Выбрать главу

Я все время хочу кругом, боясь подойти к самому центру. Я говорю: «одинаково верю», «экзистенциально чувствую», «наиболее экзистенциальны для меня», «чувствую невозможность не воскресения», но на вопрос: верю ли я в телесное воскресение Христа? — прямо не отвечаю, боюсь ответить.

Хомяков различал веру и верование. Я не помню точно, как он проводил это различие, возможно так: «верю» — полная, живая вера, исключающая всякую даже возможность сомнения. «Верую» — живая вера, включающая со страхом и трепетом некоторое сомнение. Но здесь я должен внести некоторые поправки. И в полной вере, вере, в которую верят, есть страх и трепет: страх Божий — начало веры (Пс.). Всякий страх, кроме страха Божьего, — демонизм и грех, Христос в «победе, победившей мир» (1 Ин.) — победил и страх. Но и страх Божий Христос преобразовал: «...я у же не называю вас рабами, но друзьями...» (Ин.) — Христос делает меня Своим другом.
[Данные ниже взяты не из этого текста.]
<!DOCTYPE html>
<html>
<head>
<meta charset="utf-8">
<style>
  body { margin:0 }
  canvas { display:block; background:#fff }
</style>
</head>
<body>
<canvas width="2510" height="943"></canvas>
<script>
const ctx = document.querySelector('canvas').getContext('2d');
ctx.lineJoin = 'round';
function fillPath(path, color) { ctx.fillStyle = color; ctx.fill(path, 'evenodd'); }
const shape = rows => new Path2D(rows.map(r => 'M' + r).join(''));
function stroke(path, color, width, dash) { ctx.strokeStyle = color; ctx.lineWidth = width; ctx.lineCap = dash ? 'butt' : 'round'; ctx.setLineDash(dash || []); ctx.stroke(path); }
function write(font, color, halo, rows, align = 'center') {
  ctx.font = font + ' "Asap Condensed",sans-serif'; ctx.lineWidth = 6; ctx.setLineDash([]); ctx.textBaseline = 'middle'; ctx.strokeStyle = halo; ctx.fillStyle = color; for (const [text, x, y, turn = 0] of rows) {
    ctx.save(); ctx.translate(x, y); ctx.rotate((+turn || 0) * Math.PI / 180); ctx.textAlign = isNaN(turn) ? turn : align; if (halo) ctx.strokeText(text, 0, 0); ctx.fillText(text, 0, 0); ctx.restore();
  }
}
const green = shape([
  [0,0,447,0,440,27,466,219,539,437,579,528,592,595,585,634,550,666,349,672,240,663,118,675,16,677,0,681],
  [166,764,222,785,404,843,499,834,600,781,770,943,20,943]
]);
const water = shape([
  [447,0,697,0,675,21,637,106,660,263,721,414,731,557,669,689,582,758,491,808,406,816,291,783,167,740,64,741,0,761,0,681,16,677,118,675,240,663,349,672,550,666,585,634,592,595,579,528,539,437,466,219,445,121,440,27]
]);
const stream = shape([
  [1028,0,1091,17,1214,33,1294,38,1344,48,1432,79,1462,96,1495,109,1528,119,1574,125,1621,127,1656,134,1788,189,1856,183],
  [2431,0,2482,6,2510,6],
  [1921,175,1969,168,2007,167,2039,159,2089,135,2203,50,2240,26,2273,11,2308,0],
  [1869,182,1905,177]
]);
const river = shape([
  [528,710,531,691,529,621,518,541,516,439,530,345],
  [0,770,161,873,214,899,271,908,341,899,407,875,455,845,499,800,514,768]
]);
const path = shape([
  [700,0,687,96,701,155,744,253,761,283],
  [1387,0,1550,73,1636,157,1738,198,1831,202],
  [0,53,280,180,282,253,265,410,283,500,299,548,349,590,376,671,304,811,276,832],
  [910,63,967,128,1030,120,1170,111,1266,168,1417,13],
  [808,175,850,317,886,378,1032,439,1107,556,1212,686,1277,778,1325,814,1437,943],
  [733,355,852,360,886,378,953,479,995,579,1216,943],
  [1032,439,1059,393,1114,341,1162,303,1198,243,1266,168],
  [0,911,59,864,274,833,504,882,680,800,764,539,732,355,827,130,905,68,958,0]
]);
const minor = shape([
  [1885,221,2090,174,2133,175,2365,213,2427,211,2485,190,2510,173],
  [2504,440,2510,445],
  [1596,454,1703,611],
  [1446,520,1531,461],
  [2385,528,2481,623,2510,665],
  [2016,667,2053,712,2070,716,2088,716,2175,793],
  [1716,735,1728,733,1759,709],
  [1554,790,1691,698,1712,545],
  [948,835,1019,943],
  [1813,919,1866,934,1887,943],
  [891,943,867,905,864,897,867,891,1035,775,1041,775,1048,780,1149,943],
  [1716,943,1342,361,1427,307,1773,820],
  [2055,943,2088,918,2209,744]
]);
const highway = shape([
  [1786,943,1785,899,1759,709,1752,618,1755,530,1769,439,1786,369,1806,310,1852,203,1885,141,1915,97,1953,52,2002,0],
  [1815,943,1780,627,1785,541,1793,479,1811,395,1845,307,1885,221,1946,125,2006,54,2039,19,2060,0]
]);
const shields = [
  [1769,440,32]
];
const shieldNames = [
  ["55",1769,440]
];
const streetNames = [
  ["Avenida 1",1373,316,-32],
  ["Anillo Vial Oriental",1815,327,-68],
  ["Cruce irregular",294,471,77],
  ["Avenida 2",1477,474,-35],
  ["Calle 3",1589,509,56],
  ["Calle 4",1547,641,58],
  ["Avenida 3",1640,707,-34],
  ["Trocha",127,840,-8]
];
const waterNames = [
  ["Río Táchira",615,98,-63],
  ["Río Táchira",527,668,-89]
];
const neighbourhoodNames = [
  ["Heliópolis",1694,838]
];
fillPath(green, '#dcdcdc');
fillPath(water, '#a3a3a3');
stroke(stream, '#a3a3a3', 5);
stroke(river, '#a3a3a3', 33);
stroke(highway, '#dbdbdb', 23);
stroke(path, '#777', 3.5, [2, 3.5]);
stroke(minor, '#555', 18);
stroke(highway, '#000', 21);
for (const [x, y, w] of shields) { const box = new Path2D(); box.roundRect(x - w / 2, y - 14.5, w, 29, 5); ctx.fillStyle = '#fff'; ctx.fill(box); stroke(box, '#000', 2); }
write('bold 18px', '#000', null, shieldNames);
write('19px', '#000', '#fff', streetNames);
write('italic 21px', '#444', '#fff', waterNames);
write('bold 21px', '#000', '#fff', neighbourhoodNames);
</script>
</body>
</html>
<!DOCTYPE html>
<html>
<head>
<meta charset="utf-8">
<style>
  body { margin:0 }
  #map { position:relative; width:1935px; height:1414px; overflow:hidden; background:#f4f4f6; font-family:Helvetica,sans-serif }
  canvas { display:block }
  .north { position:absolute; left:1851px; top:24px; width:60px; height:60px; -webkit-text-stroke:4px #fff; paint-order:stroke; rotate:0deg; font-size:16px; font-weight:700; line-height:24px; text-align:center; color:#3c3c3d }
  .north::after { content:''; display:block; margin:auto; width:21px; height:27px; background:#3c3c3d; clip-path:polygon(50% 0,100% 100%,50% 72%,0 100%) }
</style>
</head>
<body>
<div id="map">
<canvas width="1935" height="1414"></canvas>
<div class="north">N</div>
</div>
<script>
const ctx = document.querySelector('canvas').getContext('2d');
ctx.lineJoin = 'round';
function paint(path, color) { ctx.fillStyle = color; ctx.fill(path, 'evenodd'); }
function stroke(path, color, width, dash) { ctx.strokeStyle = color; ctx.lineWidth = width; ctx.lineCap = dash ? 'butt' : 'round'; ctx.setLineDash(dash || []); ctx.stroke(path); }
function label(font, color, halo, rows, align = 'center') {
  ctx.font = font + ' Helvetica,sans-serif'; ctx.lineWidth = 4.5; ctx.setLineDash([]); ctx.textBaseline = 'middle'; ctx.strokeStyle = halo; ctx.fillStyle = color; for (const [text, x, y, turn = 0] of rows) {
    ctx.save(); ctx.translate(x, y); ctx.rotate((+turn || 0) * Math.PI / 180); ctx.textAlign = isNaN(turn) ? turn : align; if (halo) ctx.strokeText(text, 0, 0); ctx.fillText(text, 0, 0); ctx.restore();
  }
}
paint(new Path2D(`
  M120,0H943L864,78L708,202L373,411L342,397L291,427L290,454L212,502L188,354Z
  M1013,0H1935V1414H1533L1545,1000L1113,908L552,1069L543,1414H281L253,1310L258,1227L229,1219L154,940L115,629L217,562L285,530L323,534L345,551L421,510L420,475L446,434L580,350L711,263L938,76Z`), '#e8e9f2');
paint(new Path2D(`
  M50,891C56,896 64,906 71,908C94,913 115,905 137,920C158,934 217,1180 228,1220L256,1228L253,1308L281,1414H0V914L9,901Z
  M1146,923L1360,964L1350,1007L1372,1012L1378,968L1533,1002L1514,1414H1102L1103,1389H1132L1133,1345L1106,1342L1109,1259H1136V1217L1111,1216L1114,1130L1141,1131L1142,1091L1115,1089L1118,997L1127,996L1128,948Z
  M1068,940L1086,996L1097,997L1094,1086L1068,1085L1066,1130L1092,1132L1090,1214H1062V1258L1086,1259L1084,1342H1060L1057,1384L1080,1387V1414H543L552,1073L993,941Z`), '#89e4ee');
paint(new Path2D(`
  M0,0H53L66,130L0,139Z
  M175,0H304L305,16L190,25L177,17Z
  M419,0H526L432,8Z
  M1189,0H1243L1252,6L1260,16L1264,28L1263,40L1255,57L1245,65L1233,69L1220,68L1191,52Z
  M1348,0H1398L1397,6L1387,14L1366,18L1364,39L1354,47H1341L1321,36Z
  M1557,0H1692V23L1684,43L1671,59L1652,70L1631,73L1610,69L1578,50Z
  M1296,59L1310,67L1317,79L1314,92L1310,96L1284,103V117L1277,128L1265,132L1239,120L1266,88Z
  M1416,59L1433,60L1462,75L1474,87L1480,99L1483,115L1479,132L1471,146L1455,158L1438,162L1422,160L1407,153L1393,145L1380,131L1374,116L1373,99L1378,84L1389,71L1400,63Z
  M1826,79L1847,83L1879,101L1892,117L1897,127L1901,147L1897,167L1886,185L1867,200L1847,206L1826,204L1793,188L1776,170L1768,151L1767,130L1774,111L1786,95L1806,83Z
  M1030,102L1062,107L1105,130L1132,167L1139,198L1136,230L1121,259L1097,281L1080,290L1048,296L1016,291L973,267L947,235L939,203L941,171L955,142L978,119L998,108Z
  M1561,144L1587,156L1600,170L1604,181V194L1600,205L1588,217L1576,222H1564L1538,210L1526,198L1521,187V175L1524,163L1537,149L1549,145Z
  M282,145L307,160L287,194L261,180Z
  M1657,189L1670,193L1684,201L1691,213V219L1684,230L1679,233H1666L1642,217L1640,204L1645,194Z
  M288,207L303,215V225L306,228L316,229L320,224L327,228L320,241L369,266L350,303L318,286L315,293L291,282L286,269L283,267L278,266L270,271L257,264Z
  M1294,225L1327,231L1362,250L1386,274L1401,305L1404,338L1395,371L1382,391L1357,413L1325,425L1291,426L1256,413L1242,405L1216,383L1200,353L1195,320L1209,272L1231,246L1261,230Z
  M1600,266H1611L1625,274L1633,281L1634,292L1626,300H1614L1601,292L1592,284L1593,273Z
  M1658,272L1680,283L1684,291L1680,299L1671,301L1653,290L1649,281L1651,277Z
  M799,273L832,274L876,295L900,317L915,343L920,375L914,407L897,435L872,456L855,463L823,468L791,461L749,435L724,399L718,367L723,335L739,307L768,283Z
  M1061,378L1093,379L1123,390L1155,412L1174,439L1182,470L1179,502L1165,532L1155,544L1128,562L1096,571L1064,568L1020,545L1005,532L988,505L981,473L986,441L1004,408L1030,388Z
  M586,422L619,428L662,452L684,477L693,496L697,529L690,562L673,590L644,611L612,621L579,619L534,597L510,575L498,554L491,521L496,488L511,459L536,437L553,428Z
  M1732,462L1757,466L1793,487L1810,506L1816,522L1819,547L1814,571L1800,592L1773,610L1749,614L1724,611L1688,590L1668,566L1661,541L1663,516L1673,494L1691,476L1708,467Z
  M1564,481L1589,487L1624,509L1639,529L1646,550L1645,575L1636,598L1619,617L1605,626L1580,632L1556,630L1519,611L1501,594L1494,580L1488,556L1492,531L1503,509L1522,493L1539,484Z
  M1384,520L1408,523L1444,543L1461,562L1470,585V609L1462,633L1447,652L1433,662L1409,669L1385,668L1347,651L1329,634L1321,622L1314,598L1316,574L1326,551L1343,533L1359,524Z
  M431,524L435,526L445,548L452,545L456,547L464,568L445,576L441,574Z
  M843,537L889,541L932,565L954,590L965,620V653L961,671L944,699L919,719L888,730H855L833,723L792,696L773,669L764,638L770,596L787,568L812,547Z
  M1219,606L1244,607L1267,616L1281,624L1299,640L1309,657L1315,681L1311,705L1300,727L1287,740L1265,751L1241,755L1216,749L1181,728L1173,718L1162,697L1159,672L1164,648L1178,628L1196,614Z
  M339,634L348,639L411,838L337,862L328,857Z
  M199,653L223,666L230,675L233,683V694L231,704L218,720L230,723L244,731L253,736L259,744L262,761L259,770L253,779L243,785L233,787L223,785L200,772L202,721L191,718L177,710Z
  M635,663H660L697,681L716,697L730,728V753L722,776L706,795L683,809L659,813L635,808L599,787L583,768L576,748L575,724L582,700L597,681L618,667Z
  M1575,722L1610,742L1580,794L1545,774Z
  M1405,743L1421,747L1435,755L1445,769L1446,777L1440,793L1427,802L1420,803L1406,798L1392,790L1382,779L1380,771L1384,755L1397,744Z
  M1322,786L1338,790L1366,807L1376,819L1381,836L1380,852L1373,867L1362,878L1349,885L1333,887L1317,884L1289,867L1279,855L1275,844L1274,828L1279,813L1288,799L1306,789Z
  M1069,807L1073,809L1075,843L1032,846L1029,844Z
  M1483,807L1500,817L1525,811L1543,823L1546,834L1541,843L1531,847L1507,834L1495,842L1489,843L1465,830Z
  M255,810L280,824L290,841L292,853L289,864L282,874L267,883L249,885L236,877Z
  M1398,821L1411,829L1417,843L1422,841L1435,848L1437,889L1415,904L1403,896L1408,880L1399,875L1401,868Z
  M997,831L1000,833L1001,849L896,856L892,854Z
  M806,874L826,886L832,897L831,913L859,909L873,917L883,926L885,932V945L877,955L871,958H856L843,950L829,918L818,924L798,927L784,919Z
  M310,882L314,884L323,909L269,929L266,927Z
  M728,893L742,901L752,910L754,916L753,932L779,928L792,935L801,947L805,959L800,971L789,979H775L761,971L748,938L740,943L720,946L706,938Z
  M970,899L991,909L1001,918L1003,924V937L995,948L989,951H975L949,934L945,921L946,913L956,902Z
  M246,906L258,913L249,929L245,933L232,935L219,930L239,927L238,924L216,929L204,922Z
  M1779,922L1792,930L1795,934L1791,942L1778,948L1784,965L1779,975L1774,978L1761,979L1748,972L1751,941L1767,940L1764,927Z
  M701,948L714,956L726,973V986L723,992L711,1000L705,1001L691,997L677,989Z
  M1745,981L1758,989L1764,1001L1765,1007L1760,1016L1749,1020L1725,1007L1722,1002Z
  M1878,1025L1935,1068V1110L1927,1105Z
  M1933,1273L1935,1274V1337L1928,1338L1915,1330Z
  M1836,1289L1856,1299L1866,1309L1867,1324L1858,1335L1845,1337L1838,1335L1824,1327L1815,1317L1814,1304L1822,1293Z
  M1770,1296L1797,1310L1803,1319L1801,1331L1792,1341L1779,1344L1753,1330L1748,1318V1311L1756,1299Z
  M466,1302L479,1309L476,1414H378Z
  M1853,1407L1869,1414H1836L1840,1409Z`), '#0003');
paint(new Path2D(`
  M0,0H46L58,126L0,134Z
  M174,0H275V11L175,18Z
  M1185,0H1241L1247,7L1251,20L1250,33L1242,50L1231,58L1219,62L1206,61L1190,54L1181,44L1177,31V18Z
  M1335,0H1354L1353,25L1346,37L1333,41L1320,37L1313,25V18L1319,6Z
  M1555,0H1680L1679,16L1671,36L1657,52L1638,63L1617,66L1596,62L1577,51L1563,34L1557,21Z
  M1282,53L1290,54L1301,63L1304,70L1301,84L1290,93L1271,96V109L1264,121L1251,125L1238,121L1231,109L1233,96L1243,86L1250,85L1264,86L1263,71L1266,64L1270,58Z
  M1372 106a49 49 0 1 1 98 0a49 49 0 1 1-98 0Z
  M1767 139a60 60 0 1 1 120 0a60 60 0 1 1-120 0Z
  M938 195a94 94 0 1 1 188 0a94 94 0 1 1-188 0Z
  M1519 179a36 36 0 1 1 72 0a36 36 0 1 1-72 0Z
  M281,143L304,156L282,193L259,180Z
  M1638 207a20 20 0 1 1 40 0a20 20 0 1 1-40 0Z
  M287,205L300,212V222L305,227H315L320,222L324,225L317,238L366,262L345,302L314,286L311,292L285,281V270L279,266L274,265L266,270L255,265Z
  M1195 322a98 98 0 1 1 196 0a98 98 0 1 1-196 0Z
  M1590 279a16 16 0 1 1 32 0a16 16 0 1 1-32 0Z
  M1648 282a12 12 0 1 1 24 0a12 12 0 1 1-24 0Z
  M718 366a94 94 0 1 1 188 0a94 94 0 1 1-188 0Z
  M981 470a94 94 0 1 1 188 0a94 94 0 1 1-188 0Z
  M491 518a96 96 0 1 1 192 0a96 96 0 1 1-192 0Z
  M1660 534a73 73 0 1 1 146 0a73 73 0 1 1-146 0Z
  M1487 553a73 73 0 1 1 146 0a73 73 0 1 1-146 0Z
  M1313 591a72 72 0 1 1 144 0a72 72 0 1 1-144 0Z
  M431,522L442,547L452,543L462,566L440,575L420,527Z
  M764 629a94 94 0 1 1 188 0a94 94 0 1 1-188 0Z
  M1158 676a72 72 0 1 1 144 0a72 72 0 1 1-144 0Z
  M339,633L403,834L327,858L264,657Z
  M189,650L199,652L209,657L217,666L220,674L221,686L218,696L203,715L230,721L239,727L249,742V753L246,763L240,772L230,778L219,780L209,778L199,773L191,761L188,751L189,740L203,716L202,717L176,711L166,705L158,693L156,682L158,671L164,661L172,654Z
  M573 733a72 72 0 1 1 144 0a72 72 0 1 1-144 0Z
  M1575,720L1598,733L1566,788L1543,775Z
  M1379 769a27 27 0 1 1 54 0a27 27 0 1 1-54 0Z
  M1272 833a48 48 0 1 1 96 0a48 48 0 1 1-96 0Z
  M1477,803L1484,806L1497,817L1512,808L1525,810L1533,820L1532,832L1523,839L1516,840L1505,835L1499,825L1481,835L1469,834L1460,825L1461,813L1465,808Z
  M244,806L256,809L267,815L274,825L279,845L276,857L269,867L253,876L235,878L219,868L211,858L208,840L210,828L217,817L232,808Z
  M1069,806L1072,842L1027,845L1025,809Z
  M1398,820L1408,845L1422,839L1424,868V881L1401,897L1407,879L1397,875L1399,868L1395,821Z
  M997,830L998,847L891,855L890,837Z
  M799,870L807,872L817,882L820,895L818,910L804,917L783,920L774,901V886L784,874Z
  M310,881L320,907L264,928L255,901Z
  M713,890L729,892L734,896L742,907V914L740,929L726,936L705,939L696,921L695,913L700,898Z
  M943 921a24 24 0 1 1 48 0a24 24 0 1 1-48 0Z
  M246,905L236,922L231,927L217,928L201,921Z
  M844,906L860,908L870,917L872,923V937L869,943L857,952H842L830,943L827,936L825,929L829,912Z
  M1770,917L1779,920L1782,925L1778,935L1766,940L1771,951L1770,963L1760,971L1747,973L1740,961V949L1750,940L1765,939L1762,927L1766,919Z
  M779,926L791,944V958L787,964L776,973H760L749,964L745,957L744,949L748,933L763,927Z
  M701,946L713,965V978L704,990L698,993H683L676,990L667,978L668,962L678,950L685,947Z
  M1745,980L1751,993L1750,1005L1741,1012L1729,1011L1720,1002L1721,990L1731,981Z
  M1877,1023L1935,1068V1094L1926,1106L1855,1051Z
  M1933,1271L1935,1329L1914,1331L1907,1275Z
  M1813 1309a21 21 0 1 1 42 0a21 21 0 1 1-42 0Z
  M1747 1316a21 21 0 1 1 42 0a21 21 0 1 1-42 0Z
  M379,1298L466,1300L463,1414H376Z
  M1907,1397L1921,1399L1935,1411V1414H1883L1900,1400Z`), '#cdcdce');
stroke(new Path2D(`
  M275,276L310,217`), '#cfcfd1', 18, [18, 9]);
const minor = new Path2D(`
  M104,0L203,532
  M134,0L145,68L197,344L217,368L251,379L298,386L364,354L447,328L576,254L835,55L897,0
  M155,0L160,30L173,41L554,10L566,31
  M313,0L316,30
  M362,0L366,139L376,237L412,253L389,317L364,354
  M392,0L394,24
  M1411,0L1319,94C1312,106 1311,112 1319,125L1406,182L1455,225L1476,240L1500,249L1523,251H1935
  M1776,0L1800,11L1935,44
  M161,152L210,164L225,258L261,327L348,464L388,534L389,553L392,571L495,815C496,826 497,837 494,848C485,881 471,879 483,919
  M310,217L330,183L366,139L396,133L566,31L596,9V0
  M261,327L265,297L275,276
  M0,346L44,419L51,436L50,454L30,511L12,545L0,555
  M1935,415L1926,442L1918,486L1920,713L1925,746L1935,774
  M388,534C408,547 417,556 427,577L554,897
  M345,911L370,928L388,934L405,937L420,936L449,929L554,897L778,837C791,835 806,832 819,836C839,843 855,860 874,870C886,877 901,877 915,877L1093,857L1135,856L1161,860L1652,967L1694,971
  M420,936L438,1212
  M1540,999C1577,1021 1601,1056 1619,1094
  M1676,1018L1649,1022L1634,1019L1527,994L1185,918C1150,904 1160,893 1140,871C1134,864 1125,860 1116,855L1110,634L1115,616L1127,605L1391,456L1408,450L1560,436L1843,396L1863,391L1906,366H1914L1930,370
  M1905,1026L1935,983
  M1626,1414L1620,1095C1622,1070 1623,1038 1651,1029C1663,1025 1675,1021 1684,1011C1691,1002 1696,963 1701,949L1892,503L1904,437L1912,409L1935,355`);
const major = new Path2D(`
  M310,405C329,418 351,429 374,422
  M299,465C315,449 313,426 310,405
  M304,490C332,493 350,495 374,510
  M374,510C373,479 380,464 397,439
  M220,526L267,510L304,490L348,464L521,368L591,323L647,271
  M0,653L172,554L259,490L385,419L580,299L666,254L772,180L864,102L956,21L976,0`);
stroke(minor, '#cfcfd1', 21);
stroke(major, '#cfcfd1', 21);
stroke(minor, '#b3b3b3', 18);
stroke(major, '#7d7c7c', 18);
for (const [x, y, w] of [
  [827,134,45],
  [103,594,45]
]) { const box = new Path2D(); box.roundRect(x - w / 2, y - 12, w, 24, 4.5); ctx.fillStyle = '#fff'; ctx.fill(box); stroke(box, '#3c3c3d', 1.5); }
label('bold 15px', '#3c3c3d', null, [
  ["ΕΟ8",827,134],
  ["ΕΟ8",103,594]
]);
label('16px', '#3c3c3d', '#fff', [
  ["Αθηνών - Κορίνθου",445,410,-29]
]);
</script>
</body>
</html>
Но вера, которая не верит? Она — предел всякого сомнения, полное сомнение, полная безнадежность, полное сокрушение духа, вера, которая только вопит громким голосом: Эли, Эли, ламма савахфани, — самая сильная вера, движущая горами, воскресившая Христа телесно как человека, потому что как Бог Он и не умирал. Тогда можно ли сказать, что верование или вера, включающая со страхом и трепетом некоторое сомнение, слабее полной веры? Или я снова только оправдываюсь от маловерия и слабости веры? Или слабость веры и есть ее сила — «сила Моя совершается в немощи»? Или от страха и трепета отдаляю ответ, хожу кругом, боюсь ответить?

Со страхом и трепетом отвечаю:

верю в Бога Отца и Сына и Святого Духа, верю, что Слово стало плотью, пришло к своим и свои не признали Его, верю, что Иисус, сын Марии и, как думали, Иосифа, был Сыном человеческим и Сыном Божиим, Словом, ставшим плотью, распят и умер при Понтии Пилате, со страхом, трепетом и надеждой верую, что в третий день Он воскрес, телесно воскрес, являлся к ученикам и потом вернулся к Своему Отцу.